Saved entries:
╭──

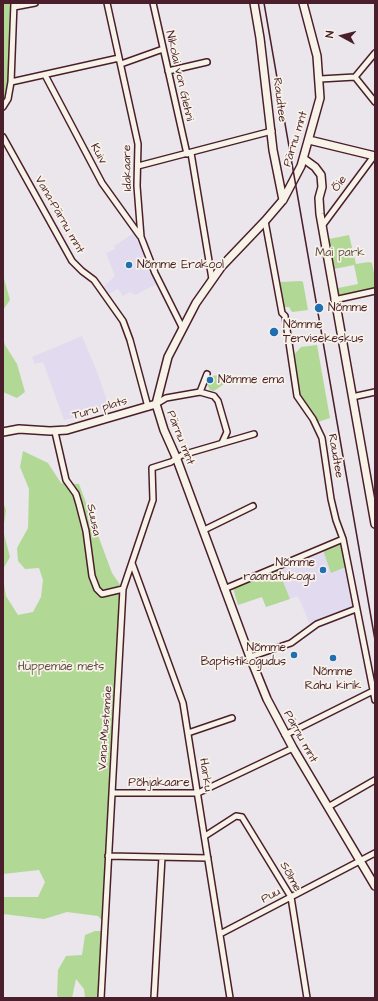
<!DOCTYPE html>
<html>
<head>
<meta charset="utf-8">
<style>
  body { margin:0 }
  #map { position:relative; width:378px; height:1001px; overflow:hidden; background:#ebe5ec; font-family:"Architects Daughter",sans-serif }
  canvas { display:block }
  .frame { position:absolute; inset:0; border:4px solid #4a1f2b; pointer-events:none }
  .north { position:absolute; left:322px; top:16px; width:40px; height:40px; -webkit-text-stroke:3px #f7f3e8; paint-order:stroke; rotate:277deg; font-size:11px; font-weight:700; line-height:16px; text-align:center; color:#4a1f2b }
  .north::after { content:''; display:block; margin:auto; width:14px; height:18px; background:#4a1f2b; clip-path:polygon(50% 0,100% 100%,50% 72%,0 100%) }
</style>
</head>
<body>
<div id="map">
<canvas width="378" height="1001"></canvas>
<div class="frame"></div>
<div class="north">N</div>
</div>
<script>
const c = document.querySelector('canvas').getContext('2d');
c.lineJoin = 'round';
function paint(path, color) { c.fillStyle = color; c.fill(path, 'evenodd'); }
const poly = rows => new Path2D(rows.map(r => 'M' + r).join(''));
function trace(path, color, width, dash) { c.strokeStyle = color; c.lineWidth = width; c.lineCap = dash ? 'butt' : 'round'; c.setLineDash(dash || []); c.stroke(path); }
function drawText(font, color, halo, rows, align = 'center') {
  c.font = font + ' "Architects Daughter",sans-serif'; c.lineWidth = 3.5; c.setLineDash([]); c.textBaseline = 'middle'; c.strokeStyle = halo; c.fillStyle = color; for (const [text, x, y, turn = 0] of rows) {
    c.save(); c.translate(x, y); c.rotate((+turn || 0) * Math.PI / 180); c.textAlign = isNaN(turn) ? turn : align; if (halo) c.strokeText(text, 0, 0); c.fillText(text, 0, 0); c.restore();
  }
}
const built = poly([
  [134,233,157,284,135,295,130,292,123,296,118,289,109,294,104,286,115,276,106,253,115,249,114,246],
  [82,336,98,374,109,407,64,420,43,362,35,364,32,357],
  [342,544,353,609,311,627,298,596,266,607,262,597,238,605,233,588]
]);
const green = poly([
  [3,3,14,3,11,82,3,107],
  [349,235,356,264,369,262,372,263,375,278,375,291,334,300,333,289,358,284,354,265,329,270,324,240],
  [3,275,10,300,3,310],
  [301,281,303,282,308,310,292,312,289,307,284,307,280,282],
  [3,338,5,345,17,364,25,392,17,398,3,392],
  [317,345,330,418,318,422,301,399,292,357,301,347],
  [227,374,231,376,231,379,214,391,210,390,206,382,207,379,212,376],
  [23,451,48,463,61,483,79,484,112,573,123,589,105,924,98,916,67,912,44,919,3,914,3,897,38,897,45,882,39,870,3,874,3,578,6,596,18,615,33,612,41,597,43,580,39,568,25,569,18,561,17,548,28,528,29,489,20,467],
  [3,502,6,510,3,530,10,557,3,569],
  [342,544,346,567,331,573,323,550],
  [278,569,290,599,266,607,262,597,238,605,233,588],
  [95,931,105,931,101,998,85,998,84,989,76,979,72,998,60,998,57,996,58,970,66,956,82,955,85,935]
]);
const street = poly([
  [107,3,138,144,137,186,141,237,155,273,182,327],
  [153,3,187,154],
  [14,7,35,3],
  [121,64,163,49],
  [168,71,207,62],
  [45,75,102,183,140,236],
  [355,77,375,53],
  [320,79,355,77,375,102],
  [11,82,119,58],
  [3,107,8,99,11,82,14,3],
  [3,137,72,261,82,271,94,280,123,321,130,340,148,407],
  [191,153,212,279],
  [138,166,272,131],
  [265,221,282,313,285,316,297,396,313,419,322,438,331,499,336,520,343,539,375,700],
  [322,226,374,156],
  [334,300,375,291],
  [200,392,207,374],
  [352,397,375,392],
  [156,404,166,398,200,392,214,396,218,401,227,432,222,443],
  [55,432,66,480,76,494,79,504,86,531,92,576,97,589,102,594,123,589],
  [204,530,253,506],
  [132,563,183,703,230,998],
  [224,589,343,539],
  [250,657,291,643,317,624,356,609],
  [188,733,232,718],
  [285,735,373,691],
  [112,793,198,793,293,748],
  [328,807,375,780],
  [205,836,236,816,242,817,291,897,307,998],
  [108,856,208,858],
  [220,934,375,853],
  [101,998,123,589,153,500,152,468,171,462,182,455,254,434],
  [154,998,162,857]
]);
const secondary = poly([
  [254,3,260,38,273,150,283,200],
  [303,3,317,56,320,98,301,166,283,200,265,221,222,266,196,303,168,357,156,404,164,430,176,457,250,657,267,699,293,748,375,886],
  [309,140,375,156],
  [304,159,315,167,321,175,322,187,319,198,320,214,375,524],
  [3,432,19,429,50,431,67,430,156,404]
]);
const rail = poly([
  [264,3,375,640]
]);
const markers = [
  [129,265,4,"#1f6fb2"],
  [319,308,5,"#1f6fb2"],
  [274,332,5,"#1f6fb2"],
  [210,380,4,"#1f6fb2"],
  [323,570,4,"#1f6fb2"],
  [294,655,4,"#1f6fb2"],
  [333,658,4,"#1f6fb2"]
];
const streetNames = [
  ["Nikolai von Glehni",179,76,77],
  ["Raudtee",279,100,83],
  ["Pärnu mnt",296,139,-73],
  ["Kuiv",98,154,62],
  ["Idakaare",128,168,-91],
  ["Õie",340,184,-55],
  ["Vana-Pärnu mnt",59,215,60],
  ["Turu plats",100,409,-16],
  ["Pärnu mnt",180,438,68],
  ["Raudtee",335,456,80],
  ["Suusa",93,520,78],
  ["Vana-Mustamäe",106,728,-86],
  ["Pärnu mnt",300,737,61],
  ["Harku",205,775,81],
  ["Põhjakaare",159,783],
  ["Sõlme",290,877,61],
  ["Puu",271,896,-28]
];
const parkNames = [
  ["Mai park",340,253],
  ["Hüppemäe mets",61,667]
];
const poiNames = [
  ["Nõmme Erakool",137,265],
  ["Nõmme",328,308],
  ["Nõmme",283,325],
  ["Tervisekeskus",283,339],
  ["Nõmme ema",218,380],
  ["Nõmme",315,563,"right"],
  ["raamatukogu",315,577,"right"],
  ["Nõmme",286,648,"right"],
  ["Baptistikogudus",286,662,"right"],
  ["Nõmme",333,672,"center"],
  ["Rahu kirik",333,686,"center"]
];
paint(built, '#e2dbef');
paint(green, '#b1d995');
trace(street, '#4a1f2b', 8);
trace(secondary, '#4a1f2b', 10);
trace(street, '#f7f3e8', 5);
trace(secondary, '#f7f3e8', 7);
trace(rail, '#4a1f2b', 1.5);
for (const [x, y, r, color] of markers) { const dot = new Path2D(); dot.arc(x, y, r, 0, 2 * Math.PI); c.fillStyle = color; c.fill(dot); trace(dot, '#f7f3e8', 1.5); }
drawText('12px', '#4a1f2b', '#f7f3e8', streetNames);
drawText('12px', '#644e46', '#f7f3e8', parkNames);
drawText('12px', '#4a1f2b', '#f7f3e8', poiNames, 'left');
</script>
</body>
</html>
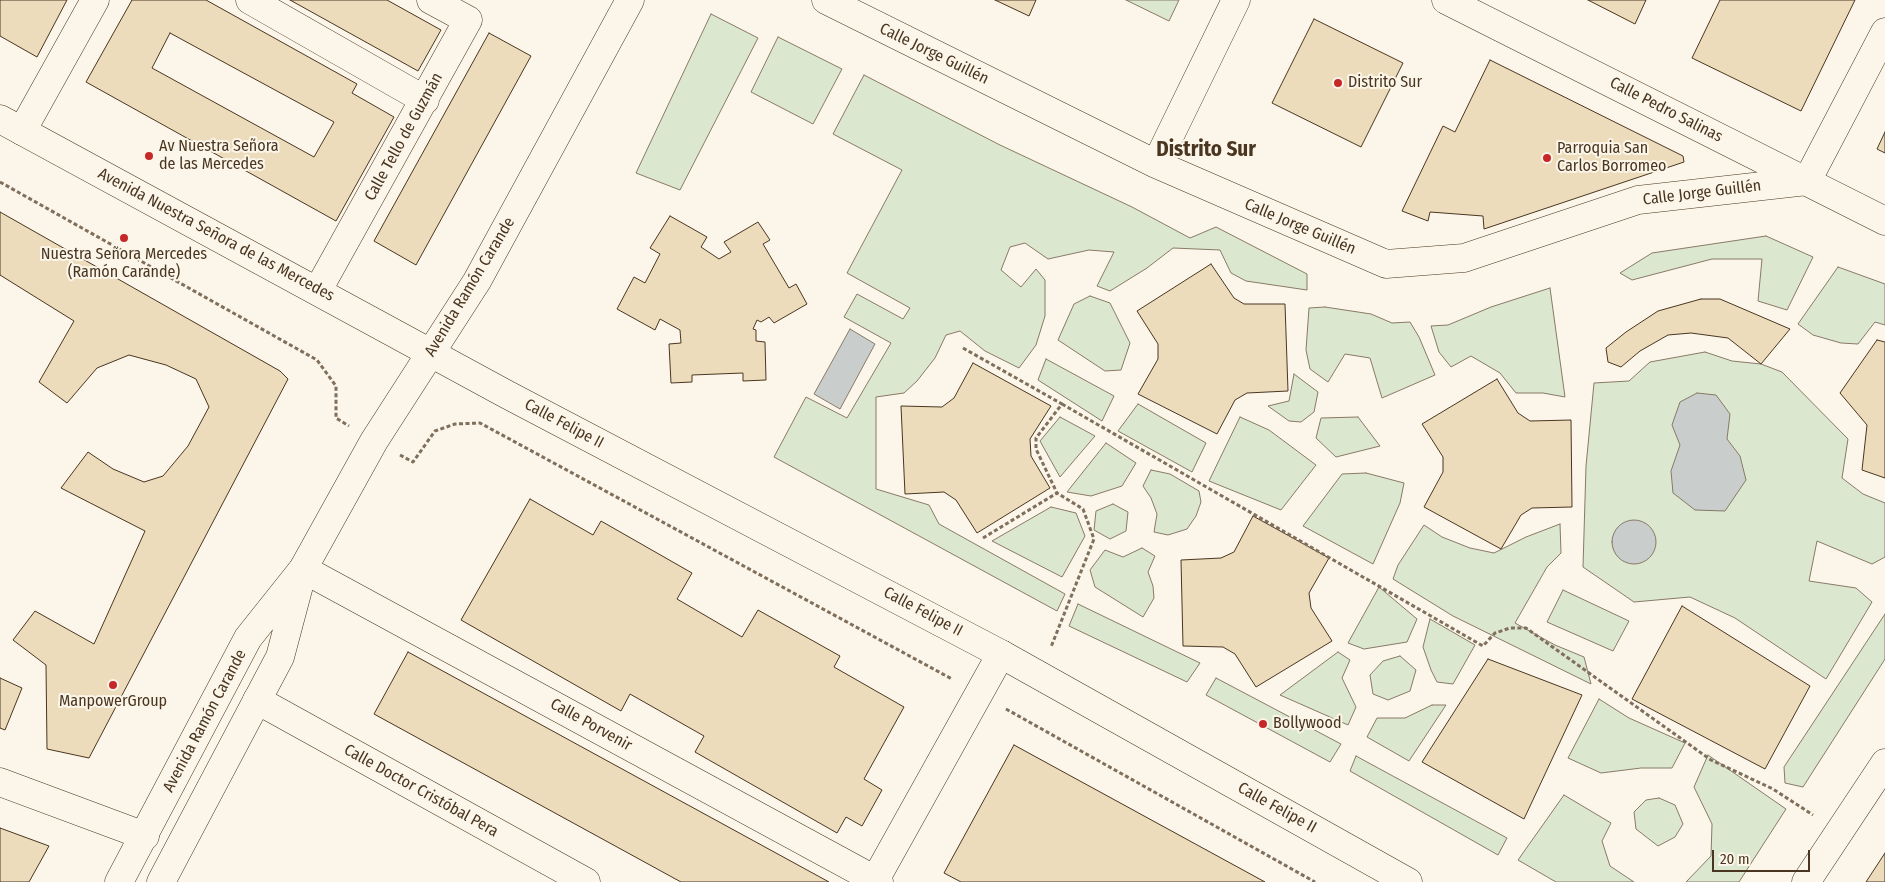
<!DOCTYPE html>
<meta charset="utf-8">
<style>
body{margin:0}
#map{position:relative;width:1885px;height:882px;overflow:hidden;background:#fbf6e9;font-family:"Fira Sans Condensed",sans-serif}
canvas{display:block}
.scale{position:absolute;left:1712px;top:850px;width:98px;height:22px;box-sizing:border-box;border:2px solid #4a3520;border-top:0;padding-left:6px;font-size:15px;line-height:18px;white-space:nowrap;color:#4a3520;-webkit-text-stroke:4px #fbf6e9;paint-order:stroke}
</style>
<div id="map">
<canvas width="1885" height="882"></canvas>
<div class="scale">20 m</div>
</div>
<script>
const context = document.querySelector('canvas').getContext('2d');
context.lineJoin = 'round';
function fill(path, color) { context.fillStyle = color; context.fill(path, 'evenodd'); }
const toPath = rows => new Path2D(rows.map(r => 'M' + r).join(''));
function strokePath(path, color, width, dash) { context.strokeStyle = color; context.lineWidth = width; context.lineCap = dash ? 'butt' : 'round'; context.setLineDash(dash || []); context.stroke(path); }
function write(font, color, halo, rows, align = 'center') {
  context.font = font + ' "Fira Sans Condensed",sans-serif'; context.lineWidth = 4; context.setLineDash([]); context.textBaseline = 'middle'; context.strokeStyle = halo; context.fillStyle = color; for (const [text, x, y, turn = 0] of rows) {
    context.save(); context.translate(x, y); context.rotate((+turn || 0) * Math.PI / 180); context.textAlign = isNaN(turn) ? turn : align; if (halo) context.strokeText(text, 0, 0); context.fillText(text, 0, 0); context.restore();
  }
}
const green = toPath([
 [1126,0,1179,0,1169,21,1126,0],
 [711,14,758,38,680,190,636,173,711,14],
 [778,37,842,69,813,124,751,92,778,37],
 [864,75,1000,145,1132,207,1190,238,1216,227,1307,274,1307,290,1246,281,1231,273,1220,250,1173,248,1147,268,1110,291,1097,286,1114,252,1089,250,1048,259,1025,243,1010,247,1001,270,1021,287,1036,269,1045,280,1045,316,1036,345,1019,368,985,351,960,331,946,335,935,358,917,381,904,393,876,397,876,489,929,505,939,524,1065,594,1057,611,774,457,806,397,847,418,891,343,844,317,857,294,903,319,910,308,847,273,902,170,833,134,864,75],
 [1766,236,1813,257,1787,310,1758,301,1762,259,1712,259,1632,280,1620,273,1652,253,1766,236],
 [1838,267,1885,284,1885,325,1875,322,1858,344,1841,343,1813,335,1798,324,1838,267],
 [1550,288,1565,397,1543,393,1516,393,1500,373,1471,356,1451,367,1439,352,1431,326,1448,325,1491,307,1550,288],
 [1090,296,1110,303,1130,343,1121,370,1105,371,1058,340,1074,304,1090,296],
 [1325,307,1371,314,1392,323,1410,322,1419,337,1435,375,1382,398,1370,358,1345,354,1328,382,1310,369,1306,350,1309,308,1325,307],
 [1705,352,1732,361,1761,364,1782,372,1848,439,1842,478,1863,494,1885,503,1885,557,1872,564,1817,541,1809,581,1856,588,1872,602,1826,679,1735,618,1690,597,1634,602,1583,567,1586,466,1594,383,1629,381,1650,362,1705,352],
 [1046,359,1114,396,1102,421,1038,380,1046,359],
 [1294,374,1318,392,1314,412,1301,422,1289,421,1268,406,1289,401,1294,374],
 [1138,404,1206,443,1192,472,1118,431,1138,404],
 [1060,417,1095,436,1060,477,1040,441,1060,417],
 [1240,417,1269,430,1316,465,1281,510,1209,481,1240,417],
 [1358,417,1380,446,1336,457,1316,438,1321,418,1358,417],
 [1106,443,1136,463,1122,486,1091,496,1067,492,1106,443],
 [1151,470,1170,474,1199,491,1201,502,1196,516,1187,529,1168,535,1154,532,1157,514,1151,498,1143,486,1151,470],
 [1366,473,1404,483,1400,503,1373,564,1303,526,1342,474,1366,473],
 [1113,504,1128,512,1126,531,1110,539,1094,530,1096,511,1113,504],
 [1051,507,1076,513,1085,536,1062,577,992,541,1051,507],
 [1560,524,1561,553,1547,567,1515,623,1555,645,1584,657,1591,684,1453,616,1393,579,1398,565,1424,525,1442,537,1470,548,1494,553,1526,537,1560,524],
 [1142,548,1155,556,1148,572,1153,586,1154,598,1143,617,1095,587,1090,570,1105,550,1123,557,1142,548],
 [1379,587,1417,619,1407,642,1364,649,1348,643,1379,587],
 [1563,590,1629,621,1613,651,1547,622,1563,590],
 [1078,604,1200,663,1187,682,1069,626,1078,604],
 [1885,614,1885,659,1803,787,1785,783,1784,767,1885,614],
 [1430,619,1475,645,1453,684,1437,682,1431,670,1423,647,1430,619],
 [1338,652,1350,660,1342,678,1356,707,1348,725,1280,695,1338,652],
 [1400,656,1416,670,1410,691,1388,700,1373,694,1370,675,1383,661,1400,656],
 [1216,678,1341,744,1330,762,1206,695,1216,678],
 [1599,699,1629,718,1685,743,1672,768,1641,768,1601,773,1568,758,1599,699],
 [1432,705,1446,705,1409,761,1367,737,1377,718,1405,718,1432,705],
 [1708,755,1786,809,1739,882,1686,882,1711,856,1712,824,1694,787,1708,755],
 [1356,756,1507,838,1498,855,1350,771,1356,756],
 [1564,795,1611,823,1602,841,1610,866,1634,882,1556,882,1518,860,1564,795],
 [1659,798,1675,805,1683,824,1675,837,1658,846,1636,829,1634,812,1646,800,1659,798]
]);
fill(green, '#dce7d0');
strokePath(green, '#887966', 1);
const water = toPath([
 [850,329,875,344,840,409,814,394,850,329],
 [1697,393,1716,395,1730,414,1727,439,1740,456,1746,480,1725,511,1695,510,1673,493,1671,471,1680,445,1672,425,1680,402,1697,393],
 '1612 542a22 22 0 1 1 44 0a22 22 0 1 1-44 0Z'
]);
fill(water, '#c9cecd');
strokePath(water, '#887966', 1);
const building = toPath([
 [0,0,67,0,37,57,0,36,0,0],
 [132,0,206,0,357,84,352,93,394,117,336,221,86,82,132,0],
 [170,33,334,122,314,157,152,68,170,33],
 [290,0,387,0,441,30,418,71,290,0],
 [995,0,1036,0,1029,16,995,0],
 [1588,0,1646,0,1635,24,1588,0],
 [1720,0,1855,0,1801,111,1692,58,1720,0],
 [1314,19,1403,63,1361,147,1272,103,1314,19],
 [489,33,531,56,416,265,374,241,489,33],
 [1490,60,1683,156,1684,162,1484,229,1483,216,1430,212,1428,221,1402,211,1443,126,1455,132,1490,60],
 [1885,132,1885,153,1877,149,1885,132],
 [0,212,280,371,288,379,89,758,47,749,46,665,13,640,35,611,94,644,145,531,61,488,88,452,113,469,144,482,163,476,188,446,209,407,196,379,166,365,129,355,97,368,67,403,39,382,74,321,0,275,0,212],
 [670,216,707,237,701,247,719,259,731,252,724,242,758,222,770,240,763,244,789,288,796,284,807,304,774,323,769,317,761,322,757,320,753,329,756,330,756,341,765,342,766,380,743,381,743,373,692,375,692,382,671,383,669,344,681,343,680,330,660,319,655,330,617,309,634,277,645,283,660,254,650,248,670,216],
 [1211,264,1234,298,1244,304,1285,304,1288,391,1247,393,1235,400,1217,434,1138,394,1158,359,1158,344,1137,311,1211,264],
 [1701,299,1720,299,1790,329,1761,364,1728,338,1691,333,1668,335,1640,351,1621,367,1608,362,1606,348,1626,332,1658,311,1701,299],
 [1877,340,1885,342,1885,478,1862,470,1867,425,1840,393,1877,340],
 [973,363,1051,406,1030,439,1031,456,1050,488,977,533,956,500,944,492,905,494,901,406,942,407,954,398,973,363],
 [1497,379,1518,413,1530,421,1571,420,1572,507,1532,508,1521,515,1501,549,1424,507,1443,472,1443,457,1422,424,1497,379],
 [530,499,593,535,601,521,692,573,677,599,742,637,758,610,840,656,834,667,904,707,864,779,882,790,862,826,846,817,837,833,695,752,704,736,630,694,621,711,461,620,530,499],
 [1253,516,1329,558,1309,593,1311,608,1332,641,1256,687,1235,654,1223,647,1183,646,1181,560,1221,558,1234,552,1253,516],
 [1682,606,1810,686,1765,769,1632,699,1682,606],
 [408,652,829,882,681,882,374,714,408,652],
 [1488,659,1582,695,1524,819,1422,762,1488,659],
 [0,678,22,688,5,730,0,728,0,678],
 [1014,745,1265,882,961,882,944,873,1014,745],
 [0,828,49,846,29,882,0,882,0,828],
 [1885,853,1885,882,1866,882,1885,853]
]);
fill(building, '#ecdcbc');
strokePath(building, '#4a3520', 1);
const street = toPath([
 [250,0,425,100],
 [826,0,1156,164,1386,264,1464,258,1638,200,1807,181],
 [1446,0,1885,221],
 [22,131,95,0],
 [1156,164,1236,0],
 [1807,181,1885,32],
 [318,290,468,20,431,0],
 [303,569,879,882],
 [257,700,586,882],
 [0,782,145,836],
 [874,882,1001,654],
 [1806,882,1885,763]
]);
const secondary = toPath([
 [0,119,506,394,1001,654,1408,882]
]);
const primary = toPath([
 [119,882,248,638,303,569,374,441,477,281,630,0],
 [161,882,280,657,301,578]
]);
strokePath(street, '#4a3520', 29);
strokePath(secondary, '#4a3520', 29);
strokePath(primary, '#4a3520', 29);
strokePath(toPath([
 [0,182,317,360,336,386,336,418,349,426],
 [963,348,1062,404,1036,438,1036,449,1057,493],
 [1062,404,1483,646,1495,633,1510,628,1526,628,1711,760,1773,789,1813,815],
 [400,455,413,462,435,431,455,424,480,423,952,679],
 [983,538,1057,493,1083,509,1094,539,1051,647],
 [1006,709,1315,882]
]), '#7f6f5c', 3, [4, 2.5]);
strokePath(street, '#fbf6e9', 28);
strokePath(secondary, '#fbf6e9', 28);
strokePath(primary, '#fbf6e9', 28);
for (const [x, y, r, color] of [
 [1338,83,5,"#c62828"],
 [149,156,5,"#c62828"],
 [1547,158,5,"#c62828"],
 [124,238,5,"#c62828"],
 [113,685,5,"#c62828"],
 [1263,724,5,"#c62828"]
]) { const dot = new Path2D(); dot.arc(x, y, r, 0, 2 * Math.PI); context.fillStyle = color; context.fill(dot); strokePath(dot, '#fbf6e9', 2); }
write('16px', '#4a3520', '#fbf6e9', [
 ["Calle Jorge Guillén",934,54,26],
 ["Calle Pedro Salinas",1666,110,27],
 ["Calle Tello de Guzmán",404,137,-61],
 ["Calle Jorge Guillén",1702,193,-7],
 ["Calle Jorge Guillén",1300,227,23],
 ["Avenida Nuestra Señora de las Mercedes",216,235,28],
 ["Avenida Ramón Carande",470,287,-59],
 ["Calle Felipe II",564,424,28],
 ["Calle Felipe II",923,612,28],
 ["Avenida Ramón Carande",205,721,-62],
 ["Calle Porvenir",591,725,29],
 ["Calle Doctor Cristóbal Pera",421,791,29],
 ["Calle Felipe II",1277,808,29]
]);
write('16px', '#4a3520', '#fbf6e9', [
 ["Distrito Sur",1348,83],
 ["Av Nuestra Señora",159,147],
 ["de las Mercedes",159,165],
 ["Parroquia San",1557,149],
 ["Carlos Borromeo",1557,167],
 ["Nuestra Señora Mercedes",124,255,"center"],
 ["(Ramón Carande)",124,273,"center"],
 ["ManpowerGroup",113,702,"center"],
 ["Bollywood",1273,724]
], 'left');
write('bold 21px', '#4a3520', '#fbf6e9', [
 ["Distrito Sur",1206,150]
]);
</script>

╰──

In the data above, find the line that contains "context = document.querySelector('canvas').getContext('2d');" and the line that contains "context.font = font". Repeat exactly those lines and every line between them, and only those.

TASK OUTPUT
const context = document.querySelector('canvas').getContext('2d');
context.lineJoin = 'round';
function fill(path, color) { context.fillStyle = color; context.fill(path, 'evenodd'); }
const toPath = rows => new Path2D(rows.map(r => 'M' + r).join(''));
function strokePath(path, color, width, dash) { context.strokeStyle = color; context.lineWidth = width; context.lineCap = dash ? 'butt' : 'round'; context.setLineDash(dash || []); context.stroke(path); }
function write(font, color, halo, rows, align = 'center') {
  context.font = font + ' "Fira Sans Condensed",sans-serif'; context.lineWidth = 4; context.setLineDash([]); context.textBaseline = 'middle'; context.strokeStyle = halo; context.fillStyle = color; for (const [text, x, y, turn = 0] of rows) {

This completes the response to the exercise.